▸ **Task statement**
The entries should be restated word for word.

==== Given data

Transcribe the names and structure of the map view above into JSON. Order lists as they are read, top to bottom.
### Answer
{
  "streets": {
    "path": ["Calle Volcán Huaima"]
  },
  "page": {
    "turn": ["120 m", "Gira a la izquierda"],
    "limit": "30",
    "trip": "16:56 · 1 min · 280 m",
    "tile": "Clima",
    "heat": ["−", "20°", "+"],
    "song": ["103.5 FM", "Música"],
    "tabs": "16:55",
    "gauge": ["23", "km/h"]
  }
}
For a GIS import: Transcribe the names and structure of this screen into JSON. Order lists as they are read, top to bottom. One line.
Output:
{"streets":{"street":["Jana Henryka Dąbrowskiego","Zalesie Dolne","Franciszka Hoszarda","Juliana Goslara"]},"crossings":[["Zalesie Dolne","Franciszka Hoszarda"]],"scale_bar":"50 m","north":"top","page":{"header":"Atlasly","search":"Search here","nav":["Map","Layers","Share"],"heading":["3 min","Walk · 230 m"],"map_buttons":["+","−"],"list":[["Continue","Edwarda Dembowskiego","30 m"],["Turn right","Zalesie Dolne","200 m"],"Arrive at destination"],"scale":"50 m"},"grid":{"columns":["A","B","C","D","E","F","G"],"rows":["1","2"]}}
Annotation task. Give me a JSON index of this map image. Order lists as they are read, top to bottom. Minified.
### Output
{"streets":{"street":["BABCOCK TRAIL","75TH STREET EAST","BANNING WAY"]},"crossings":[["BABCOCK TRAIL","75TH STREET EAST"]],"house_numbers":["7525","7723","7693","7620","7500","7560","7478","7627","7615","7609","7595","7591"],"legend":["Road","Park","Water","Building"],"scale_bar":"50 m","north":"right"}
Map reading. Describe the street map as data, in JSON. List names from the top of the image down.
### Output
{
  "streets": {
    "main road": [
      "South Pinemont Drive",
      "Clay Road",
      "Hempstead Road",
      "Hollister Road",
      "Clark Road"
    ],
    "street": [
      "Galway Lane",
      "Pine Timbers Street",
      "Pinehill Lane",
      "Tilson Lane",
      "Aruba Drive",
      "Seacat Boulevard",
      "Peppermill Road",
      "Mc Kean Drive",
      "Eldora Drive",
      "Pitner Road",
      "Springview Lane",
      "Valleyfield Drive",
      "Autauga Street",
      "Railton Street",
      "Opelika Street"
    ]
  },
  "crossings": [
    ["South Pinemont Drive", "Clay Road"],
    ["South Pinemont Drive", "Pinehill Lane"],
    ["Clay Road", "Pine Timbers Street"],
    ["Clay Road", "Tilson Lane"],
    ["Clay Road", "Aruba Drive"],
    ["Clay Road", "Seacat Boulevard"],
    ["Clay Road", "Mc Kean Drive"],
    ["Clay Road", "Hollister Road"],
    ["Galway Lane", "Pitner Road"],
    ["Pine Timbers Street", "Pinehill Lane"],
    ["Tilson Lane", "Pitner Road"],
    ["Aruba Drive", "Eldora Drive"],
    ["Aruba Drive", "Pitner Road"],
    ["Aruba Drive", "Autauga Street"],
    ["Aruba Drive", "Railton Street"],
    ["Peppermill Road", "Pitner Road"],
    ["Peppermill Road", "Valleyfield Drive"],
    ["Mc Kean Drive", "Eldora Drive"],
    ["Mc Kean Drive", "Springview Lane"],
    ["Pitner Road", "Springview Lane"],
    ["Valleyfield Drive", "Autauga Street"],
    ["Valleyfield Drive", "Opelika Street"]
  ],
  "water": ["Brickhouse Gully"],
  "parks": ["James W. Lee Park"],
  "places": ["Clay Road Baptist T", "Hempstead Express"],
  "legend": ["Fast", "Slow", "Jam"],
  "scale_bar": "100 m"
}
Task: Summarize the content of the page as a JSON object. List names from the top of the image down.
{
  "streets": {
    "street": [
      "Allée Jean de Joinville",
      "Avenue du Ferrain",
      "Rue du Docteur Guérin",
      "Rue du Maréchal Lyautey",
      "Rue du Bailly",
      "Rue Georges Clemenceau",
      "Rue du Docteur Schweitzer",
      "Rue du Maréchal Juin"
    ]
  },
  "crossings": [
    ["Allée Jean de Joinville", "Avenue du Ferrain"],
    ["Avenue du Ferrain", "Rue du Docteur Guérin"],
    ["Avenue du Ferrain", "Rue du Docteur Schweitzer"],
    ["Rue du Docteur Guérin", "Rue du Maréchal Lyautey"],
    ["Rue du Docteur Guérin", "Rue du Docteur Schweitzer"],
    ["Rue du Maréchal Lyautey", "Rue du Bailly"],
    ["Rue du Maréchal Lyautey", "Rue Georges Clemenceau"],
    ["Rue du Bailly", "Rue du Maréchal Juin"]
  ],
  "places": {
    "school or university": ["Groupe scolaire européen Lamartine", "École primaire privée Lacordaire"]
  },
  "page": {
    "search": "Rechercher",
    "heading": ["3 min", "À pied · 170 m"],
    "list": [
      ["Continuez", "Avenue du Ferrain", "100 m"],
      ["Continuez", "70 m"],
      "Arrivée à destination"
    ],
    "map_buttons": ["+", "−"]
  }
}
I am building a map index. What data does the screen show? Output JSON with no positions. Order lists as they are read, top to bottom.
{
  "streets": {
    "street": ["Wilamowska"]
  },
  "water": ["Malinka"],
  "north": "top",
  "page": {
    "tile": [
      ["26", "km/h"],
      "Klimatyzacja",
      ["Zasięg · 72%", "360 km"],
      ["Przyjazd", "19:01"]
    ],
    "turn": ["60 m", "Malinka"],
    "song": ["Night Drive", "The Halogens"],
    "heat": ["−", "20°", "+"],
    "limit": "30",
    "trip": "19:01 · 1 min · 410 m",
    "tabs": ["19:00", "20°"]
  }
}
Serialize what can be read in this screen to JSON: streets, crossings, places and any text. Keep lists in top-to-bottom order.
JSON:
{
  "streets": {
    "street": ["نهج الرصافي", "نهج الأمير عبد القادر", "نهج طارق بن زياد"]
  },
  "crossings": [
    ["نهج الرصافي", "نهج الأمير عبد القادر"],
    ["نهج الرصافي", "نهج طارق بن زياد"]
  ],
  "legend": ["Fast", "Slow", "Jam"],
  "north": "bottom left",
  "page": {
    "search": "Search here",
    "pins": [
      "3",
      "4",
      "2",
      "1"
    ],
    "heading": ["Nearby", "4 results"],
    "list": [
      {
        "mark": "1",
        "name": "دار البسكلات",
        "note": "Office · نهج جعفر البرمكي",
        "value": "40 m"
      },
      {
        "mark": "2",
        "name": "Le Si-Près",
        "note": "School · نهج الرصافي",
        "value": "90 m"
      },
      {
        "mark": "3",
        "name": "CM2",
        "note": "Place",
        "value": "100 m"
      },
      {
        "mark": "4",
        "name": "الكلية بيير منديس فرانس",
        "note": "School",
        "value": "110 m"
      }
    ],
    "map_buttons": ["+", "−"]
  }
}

========

▸ **Result of the task**
Transcribe the names and structure of the map view above into JSON. Order lists as they are read, top to bottom.
### Answer
{
  "streets": {
    "path": ["Calle Volcán Huaima"]
  },
  "page": {
    "turn": ["120 m", "Gira a la izquierda"],
    "limit": "30",
    "trip": "16:56 · 1 min · 280 m",
    "tile": "Clima",
    "heat": ["−", "20°", "+"],
    "song": ["103.5 FM", "Música"],
    "tabs": "16:55",
    "gauge": ["23", "km/h"]
  }
}
For a GIS import: Transcribe the names and structure of this screen into JSON. Order lists as they are read, top to bottom. One line.
Output:
{"streets":{"street":["Jana Henryka Dąbrowskiego","Zalesie Dolne","Franciszka Hoszarda","Juliana Goslara"]},"crossings":[["Zalesie Dolne","Franciszka Hoszarda"]],"scale_bar":"50 m","north":"top","page":{"header":"Atlasly","search":"Search here","nav":["Map","Layers","Share"],"heading":["3 min","Walk · 230 m"],"map_buttons":["+","−"],"list":[["Continue","Edwarda Dembowskiego","30 m"],["Turn right","Zalesie Dolne","200 m"],"Arrive at destination"],"scale":"50 m"},"grid":{"columns":["A","B","C","D","E","F","G"],"rows":["1","2"]}}
Annotation task. Give me a JSON index of this map image. Order lists as they are read, top to bottom. Minified.
### Output
{"streets":{"street":["BABCOCK TRAIL","75TH STREET EAST","BANNING WAY"]},"crossings":[["BABCOCK TRAIL","75TH STREET EAST"]],"house_numbers":["7525","7723","7693","7620","7500","7560","7478","7627","7615","7609","7595","7591"],"legend":["Road","Park","Water","Building"],"scale_bar":"50 m","north":"right"}
Map reading. Describe the street map as data, in JSON. List names from the top of the image down.
### Output
{
  "streets": {
    "main road": [
      "South Pinemont Drive",
      "Clay Road",
      "Hempstead Road",
      "Hollister Road",
      "Clark Road"
    ],
    "street": [
      "Galway Lane",
      "Pine Timbers Street",
      "Pinehill Lane",
      "Tilson Lane",
      "Aruba Drive",
      "Seacat Boulevard",
      "Peppermill Road",
      "Mc Kean Drive",
      "Eldora Drive",
      "Pitner Road",
      "Springview Lane",
      "Valleyfield Drive",
      "Autauga Street",
      "Railton Street",
      "Opelika Street"
    ]
  },
  "crossings": [
    ["South Pinemont Drive", "Clay Road"],
    ["South Pinemont Drive", "Pinehill Lane"],
    ["Clay Road", "Pine Timbers Street"],
    ["Clay Road", "Tilson Lane"],
    ["Clay Road", "Aruba Drive"],
    ["Clay Road", "Seacat Boulevard"],
    ["Clay Road", "Mc Kean Drive"],
    ["Clay Road", "Hollister Road"],
    ["Galway Lane", "Pitner Road"],
    ["Pine Timbers Street", "Pinehill Lane"],
    ["Tilson Lane", "Pitner Road"],
    ["Aruba Drive", "Eldora Drive"],
    ["Aruba Drive", "Pitner Road"],
    ["Aruba Drive", "Autauga Street"],
    ["Aruba Drive", "Railton Street"],
    ["Peppermill Road", "Pitner Road"],
    ["Peppermill Road", "Valleyfield Drive"],
    ["Mc Kean Drive", "Eldora Drive"],
    ["Mc Kean Drive", "Springview Lane"],
    ["Pitner Road", "Springview Lane"],
    ["Valleyfield Drive", "Autauga Street"],
    ["Valleyfield Drive", "Opelika Street"]
  ],
  "water": ["Brickhouse Gully"],
  "parks": ["James W. Lee Park"],
  "places": ["Clay Road Baptist T", "Hempstead Express"],
  "legend": ["Fast", "Slow", "Jam"],
  "scale_bar": "100 m"
}
Task: Summarize the content of the page as a JSON object. List names from the top of the image down.
{
  "streets": {
    "street": [
      "Allée Jean de Joinville",
      "Avenue du Ferrain",
      "Rue du Docteur Guérin",
      "Rue du Maréchal Lyautey",
      "Rue du Bailly",
      "Rue Georges Clemenceau",
      "Rue du Docteur Schweitzer",
      "Rue du Maréchal Juin"
    ]
  },
  "crossings": [
    ["Allée Jean de Joinville", "Avenue du Ferrain"],
    ["Avenue du Ferrain", "Rue du Docteur Guérin"],
    ["Avenue du Ferrain", "Rue du Docteur Schweitzer"],
    ["Rue du Docteur Guérin", "Rue du Maréchal Lyautey"],
    ["Rue du Docteur Guérin", "Rue du Docteur Schweitzer"],
    ["Rue du Maréchal Lyautey", "Rue du Bailly"],
    ["Rue du Maréchal Lyautey", "Rue Georges Clemenceau"],
    ["Rue du Bailly", "Rue du Maréchal Juin"]
  ],
  "places": {
    "school or university": ["Groupe scolaire européen Lamartine", "École primaire privée Lacordaire"]
  },
  "page": {
    "search": "Rechercher",
    "heading": ["3 min", "À pied · 170 m"],
    "list": [
      ["Continuez", "Avenue du Ferrain", "100 m"],
      ["Continuez", "70 m"],
      "Arrivée à destination"
    ],
    "map_buttons": ["+", "−"]
  }
}
I am building a map index. What data does the screen show? Output JSON with no positions. Order lists as they are read, top to bottom.
{
  "streets": {
    "street": ["Wilamowska"]
  },
  "water": ["Malinka"],
  "north": "top",
  "page": {
    "tile": [
      ["26", "km/h"],
      "Klimatyzacja",
      ["Zasięg · 72%", "360 km"],
      ["Przyjazd", "19:01"]
    ],
    "turn": ["60 m", "Malinka"],
    "song": ["Night Drive", "The Halogens"],
    "heat": ["−", "20°", "+"],
    "limit": "30",
    "trip": "19:01 · 1 min · 410 m",
    "tabs": ["19:00", "20°"]
  }
}
Serialize what can be read in this screen to JSON: streets, crossings, places and any text. Keep lists in top-to-bottom order.
JSON:
{
  "streets": {
    "street": ["نهج الرصافي", "نهج الأمير عبد القادر", "نهج طارق بن زياد"]
  },
  "crossings": [
    ["نهج الرصافي", "نهج الأمير عبد القادر"],
    ["نهج الرصافي", "نهج طارق بن زياد"]
  ],
  "legend": ["Fast", "Slow", "Jam"],
  "north": "bottom left",
  "page": {
    "search": "Search here",
    "pins": [
      "3",
      "4",
      "2",
      "1"
    ],
    "heading": ["Nearby", "4 results"],
    "list": [
      {
        "mark": "1",
        "name": "دار البسكلات",
        "note": "Office · نهج جعفر البرمكي",
        "value": "40 m"
      },
      {
        "mark": "2",
        "name": "Le Si-Près",
        "note": "School · نهج الرصافي",
        "value": "90 m"
      },
      {
        "mark": "3",
        "name": "CM2",
        "note": "Place",
        "value": "100 m"
      },
      {
        "mark": "4",
        "name": "الكلية بيير منديس فرانس",
        "note": "School",
        "value": "110 m"
      }
    ],
    "map_buttons": ["+", "−"]
  }
}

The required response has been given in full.